Exercise description:
In the material below, find each line with the string "canvas" and copy it.

========================

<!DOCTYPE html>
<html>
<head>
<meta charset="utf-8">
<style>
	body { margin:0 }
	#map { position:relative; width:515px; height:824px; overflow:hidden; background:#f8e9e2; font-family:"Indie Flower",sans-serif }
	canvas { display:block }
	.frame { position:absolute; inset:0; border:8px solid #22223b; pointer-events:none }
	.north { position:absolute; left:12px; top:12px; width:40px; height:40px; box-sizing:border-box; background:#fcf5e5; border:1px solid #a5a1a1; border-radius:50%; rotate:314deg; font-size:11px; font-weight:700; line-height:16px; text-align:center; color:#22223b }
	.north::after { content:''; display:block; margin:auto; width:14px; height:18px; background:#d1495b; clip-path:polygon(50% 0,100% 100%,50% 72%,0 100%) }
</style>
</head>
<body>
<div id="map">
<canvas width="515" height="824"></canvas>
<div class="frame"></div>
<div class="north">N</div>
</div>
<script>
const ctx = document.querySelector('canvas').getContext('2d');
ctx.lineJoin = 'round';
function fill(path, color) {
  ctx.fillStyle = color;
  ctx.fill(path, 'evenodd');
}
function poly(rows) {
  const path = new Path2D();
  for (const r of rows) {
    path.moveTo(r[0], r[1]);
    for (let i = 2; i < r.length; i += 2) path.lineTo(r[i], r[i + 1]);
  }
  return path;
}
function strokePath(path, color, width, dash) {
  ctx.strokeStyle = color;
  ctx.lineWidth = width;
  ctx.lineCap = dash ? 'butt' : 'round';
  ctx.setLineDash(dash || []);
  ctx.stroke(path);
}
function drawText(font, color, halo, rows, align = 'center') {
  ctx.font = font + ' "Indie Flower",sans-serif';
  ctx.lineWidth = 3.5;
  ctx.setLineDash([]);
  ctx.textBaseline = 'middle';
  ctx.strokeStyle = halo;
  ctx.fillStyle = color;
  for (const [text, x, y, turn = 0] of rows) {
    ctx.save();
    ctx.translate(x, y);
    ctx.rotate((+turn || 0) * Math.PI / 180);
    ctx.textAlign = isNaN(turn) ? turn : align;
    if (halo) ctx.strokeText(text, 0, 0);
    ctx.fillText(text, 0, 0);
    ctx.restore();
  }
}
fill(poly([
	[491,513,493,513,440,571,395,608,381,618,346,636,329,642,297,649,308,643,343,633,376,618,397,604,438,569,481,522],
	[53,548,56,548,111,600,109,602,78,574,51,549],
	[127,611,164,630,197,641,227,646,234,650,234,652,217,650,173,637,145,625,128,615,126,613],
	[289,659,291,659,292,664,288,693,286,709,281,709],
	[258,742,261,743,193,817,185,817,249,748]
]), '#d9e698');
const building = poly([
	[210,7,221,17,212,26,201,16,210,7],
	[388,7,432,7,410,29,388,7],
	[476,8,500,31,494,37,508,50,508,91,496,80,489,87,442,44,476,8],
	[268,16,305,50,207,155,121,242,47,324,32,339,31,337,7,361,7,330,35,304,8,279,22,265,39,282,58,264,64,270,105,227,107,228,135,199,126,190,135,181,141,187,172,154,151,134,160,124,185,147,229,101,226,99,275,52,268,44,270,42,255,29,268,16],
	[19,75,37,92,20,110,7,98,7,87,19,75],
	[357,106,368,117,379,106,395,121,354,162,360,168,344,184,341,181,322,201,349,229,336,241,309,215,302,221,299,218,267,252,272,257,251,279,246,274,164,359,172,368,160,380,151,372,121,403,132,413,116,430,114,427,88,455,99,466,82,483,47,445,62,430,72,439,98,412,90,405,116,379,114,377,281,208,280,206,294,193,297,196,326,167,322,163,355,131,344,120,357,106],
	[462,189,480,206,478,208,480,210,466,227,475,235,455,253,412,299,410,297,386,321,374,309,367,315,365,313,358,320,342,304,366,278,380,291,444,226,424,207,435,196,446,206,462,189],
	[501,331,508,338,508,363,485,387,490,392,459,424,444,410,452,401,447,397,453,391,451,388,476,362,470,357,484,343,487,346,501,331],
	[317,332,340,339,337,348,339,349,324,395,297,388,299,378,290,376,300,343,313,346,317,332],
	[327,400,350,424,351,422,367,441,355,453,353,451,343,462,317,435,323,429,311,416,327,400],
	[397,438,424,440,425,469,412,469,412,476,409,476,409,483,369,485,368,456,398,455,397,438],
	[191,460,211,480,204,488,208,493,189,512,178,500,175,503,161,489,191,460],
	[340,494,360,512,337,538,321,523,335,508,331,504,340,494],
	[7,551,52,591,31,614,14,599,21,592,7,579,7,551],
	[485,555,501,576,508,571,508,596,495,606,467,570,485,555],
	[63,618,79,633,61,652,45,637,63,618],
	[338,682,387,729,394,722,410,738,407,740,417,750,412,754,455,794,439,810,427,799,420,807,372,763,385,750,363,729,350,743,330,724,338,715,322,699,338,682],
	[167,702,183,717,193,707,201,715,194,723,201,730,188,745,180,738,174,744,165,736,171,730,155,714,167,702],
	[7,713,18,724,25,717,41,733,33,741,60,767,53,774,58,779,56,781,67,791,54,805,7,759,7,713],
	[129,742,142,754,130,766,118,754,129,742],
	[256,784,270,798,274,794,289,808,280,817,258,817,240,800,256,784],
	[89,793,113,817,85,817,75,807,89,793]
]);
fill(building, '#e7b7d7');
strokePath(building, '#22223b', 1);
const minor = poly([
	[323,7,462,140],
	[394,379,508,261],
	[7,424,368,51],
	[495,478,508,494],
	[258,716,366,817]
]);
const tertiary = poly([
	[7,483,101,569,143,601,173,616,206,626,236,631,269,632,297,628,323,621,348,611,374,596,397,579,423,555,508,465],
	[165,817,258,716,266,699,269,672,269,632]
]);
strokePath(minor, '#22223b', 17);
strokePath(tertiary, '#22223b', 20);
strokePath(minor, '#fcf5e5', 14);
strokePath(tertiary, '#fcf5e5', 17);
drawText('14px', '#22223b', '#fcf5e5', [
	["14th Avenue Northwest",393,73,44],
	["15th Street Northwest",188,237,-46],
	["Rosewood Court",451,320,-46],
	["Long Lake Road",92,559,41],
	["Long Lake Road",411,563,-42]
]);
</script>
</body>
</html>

========================

Exercise answer:
	canvas { display:block }
<canvas width="515" height="824"></canvas>
const ctx = document.querySelector('canvas').getContext('2d');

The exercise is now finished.